Тут вмешался Саша, попутно собирающийся в командировку:

— Как это произошло?

— Ну, как? Обычно. Иду я из библиотеки, а за мной на перекрестке увязались двое парней, очень желающих познакомиться. Спросили: «Телефончик не дадите?» Я говорю: «Угадали. Не дам». Я иду, и они идут, сальные шуточки отпускают. Ну, ты же меня, пап, знаешь, без нужды кулаками не машу. Вдруг вижу, один из них внезапно падает. Оборачиваюсь, а это мой маленький герой дяденьке подножку подставил, тот и растянулся. Второй, понятное дело, бросился на защиту друга — двинул Марсельезе по губе. Пришлось вмешаться.

— Сын, они же драться не лезли, вот и не надо было начинать. Скабрезно шутили? В этом случае для начала нужно сделать замечание. А вообще, внутренняя сила должна быть в человеке. Я под этим подразумеваю волю, мужество, выносливость, решительность и смелость.

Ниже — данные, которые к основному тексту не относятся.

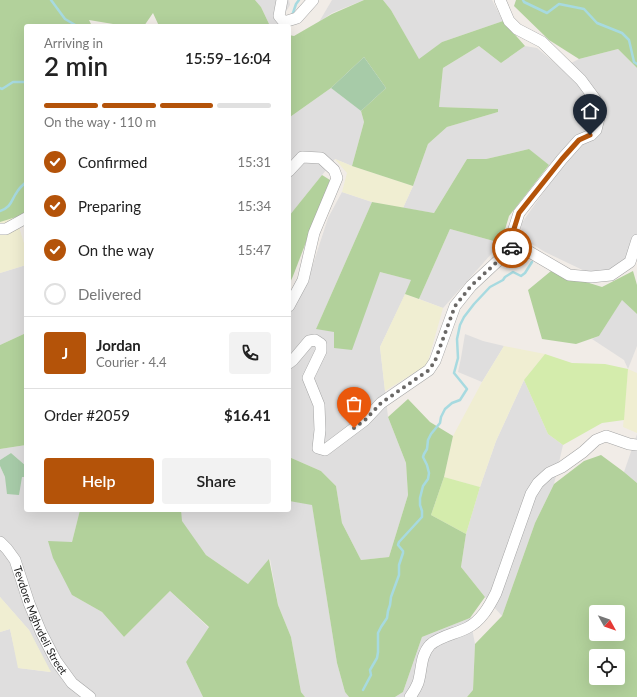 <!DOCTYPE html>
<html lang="en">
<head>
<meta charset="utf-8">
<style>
	body { margin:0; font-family:Lato,sans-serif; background:#f2f2f2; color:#222; height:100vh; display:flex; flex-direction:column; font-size:15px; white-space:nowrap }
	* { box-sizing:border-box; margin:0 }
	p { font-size:13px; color:#767676 }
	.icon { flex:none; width:22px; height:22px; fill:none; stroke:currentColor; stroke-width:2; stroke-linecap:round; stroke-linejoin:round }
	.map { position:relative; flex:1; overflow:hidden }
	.panel { position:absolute; left:24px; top:24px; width:267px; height:488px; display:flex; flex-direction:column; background:#fff; border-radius:4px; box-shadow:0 4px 16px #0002 }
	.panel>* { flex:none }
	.needle { width:26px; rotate:130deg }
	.tools { position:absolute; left:589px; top:605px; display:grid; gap:8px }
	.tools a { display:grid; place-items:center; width:36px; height:36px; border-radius:4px; background:#fff; box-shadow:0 4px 16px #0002; font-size:20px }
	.pin { position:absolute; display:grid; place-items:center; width:34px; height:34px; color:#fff; margin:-41px -17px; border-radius:50% 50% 50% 0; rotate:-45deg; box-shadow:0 0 4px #0007 }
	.pin .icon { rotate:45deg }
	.courier { position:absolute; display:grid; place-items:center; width:40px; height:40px; margin:-20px; border:3px solid #b45309; border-radius:50%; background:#fff; color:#222; box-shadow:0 1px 5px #0007 }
	.overview em { font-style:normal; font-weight:600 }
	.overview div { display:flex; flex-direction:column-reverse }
	.overview { display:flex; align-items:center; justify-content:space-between; height:68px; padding:0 20px }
	h1 { font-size:26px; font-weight:600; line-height:30px }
	.bar { display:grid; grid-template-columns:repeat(4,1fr); gap:6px 4px; align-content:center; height:48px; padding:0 20px }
	.bar i { height:5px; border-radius:3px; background:#e0e0e0 }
	.bar .selected { background:#b45309 }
	.bar p { grid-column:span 4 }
	.line { display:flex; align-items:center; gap:10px; padding:0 20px; border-top:1px solid #e0e0e0 }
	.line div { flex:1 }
	.round { display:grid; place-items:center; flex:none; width:42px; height:42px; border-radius:4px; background:#f2f2f2 }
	ol { padding:0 20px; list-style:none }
	li { display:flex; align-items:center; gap:12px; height:44px }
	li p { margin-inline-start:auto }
	li .icon { padding:4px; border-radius:50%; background:#b45309; color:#fff; stroke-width:4 }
	li:last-child { color:#767676 }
	li i { width:22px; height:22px; border:2px solid #e0e0e0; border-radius:50% }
	.action { display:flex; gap:8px; margin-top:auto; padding:8px 20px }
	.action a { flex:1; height:46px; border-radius:4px; background:#b45309; color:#fff; font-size:16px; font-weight:600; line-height:46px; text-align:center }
	.action a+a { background:#f2f2f2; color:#222 }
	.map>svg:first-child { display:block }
	.residential { fill:#dfdede }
	.farmland { fill:#f0eed2 }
	.grass { fill:#d4ecac }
	.forest { fill:#b2d19b; fill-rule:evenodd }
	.cemetery { fill:#a7cba8 }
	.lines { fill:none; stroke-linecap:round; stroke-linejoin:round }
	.stream { stroke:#a7dae0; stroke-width:2.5 }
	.minor-casing { stroke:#a5a5a5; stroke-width:12 }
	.minor { stroke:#fff; stroke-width:11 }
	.done { stroke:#6a6866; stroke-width:4; stroke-dasharray:0 7.2 }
	.route { stroke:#b45309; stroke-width:5 }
	.labels { text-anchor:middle; stroke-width:3; stroke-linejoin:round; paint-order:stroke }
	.street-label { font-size:11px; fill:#212121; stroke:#fff }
</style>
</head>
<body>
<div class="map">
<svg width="637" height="697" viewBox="0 0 637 697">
	<rect width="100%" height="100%" fill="#f1ece7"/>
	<g class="residential">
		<polygon points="255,0 289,0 290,5 277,26 270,26 261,7"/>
		<polygon points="332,0 364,0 332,13 319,22"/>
		<polygon points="383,0 492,0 503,21 442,42 419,60 391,10"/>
		<polygon points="479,46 501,63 525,46 537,48 561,68 579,59 618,49 637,68 637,235 633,250 618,270 593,275 545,252 522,238 521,224 545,190 549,166 529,149 486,159 467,159 434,213 403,208 413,186 428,144 447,127 498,112 498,109 439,107 443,68"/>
		<polygon points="331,88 361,111 364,122 352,166 335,159 289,216 290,117"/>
		<polygon points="342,192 372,202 316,329 380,272 412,280 380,347 388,417 406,463 408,495 389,557 361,560 342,523 336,486 321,471 289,457 289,310 307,283 328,218"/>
		<polygon points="450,229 501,243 443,308 419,299"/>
		<polygon points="26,265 26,333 0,345 0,273"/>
		<polygon points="622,299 637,314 637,346 628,369 624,360 592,339 599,336"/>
		<polygon points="465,334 483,341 504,346 482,382 458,372 461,358"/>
		<polygon points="524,380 548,434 563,445 554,484 535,523 502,616 485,597 461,567 466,534 480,487 496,441"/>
		<polygon points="637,434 637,483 624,472"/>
		<polygon points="26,445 26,466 11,453 0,460 0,449"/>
		<polygon points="0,466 5,477 26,477 26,510 80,510 72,542 72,595 102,612 124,637 170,591 209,628 186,662 203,697 0,697 0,632 10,629 19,668 50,672 29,630 0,597"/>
		<polygon points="289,501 312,504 337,663 345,692 349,697 305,697 301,692 291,637 278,605 270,559 248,584 206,555 181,521 181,510 289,510"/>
		<polygon points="470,618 475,644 473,691 467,697 395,697 403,692 422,637"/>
	</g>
	<g class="farmland">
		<polygon points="335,159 352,166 413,186 403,208 372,202 342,192 347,173"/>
		<polygon points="16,217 26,250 26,265 0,273 0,222"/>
		<polygon points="405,294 443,308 427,365 385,391 380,347"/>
		<polygon points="504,346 545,354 524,380 496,441 480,487 444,477 453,436 482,382"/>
		<polygon points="628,369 637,373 637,433 623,427"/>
		<polygon points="0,597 29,630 51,672 18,668 10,629 0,632"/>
	</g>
	<g class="grass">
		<polygon points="545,354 572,363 605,364 628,369 624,420 602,423 563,445 548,434 524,380"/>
		<polygon points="444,477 480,487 466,534 431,515"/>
	</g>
	<g class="forest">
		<polygon points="0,0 255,0 261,7 270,26 159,26 153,13 144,26 125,26 89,20 92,26 26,26 26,214 0,222"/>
		<polygon points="364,0 383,0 391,10 419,59 442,42 503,21 525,46 501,63 479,46 443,68 439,107 498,109 498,112 447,127 428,144 413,186 352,166 364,122 361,111 386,88 364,57 331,88 290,117 289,120 289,35 294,36 332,14"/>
		<polygon points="516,0 637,0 637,68 618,49 579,59 549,40 514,6"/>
		<polygon points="529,149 549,165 509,216 501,243 450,229 419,299 405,294 411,280 380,272 352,350 334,348 334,332 316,329 372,202 434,213 467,159 486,159"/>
		<polygon points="322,175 330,180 293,276 289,285 289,216"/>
		<polygon points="551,271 602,287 633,271 637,285 637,314 622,300 599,336 576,344 542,339 528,290"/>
		<polygon points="26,333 26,445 0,449 0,345"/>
		<polygon points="408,399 430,422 453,436 444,477 431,515 466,534 461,567 485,597 470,618 422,637 403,692 395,697 349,697 345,692 337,663 312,505 289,501 289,457 321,471 336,486 342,523 361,560 389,557 408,495 406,463 388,417"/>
		<path d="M 601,455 L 624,472 L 637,483 L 637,697 L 467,697 L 473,690 L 475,644 L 502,616 L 535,523 L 554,484 L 584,461 ZM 596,612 L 618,612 L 618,634 L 596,634 ZM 596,656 L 618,656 L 618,678 L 596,678 Z"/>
		<polygon points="80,510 181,510 182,521 206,555 248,584 269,559 278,605 291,637 301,692 305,697 203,697 186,662 209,627 170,591 124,637 102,612 72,595 53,558 48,541 72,542"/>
	</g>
	<g class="cemetery">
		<polygon points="364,57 386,88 361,111 331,88"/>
		<polygon points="11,453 26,466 26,477 22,477 19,495 7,494 5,477 0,466 0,460"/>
	</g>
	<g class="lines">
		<g class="stream">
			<polyline points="51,0 65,19 77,26"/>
			<polyline points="523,0 524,2 547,13 559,4 584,9 597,23 622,33 629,40 634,62 637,64"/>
			<polyline points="292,16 296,4 299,0"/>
			<polyline points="0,88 2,89 13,82 26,82"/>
			<path d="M 0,211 C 12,207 11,200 17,192 C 19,188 23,185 26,182"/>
			<polyline points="363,690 371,675 370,670 377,658 378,652 378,633 381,627 387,618 388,611 390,605 391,597 399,575 399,565 403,553 403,551 398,545 399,542 422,517 422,511 420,505 420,498 423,486 428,479 429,473 427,465 423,457 424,454 427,449 428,440 431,434 440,423 441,417 445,409 452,403 460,400 467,389 454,373 458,358 457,339 460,325 464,317 474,304 490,287 503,280 505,277 513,272 521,276 525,273 532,262"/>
		</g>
		<g class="minor-casing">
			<g id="minor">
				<polyline points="282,0 279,16 284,22 297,18 313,0"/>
				<polyline points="500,0 509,21 517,29 542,42 581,80 595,99 600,114 596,130 591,135 579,140 562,159 519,213 513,232 516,244"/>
				<polyline points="289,171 302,157 321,158 334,170 337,178 314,233 303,280 289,306"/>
				<polyline points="0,229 6,229 26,218"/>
				<polyline points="289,363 293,360 309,341 315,340 321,344 321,351 308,378 319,405 320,430 318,448 325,450 365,420 381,403 429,370 435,361 455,306 471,286 516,244 569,275 591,277 611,275 630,262 637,240"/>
				<path id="s1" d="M 0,542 L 7,549 L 15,560 L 29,603 L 41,632 L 56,661 L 72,683 L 90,697"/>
				<path d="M 410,697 C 413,693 416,688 418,683 C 422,671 420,656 430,645 C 440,636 455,634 467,628 C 481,621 489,607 496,593 L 531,494 L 538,483 L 549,473 L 562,467 L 583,452 L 596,440 L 606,436 L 629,444 L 637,445"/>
			</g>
		</g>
		<use href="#minor" class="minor"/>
	</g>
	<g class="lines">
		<polyline class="done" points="354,428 365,420 381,403 429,370 435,361 455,306 471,286 512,248"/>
		<polyline class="route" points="512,248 516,244 513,232 519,213 562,159 579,140 590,135"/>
	</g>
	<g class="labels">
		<g class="street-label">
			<text dy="4" stroke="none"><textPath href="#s1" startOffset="89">Tevdore Mghvdeli Street</textPath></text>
		</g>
	</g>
</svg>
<div class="tools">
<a><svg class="needle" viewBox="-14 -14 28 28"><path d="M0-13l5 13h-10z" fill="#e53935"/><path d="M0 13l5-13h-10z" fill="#767676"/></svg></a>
<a><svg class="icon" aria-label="locate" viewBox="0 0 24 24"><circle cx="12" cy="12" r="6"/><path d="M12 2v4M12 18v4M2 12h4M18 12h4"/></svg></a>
</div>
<div class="pin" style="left:354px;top:428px;background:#ea580c"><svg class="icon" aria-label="bag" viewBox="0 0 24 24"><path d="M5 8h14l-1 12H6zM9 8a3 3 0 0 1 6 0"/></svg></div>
<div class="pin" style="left:590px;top:135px;background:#1f2937"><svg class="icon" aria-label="home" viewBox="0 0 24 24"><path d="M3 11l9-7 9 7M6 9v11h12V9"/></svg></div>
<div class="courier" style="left:512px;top:248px"><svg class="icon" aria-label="car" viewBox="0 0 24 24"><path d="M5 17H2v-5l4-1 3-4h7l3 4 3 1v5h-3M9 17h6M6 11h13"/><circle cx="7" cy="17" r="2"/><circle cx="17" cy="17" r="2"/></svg></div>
<section class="panel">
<div class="overview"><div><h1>2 min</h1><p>Arriving in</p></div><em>15:59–16:04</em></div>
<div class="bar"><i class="selected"></i><i class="selected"></i><i class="selected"></i><i></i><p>On the way · 110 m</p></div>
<ol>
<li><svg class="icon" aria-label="check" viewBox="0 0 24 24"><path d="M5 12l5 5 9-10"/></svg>Confirmed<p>15:31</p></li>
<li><svg class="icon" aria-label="check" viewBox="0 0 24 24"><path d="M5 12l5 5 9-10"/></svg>Preparing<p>15:34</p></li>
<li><svg class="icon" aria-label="check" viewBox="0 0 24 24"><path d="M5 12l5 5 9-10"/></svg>On the way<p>15:47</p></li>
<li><i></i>Delivered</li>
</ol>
<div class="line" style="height:72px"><b class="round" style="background:#b45309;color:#fff">J</b><div><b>Jordan</b><p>Courier · 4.4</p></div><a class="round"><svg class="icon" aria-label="phone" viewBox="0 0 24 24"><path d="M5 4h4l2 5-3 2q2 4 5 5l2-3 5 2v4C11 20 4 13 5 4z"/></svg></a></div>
<div class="line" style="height:52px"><div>Order #2059</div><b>$16.41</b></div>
<div class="action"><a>Help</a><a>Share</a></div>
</section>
</div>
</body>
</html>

У такого человека взгляд другой, именно он иногда останавливает действия иных хамов.

— Тебе нужно записаться в какую-нибудь спортивную секцию, вот там точно вырабатывают внутренний стержень, о котором говорит папа, — сказала я, а затем продолжила: — А вообще, ты — молодец, и спасибо, что не побоялся заступиться за сестру.

Наверное, впервые за то время, что Марсель у нас жил, я почувствовала его благодарный взгляд.

Поздно вечером, проводив мужа в Москву, мы легли спать. И опять не уснуть: уже отвыкла проводить ночи без Саши. Как же мне плохо без него! В голове тут же пронеслись известные строки, как будто обо мне написанные:

Я все могу себе представить,

За исключением одного:

Что я могу его оставить

И быть счастливой без него.

«А все жизненные невзгоды мы переживем, только бы и дальше быть вместе», — уговаривала я себя.

Ночью время от времени я заходила в комнату мальчиков, прислушивалась к дыханию Марселя — вдруг всё-таки сотрясение? Спал он, кажется, спокойно, ничего его не беспокоило, а вот утром, когда готовила завтрак, услышала слабый стон.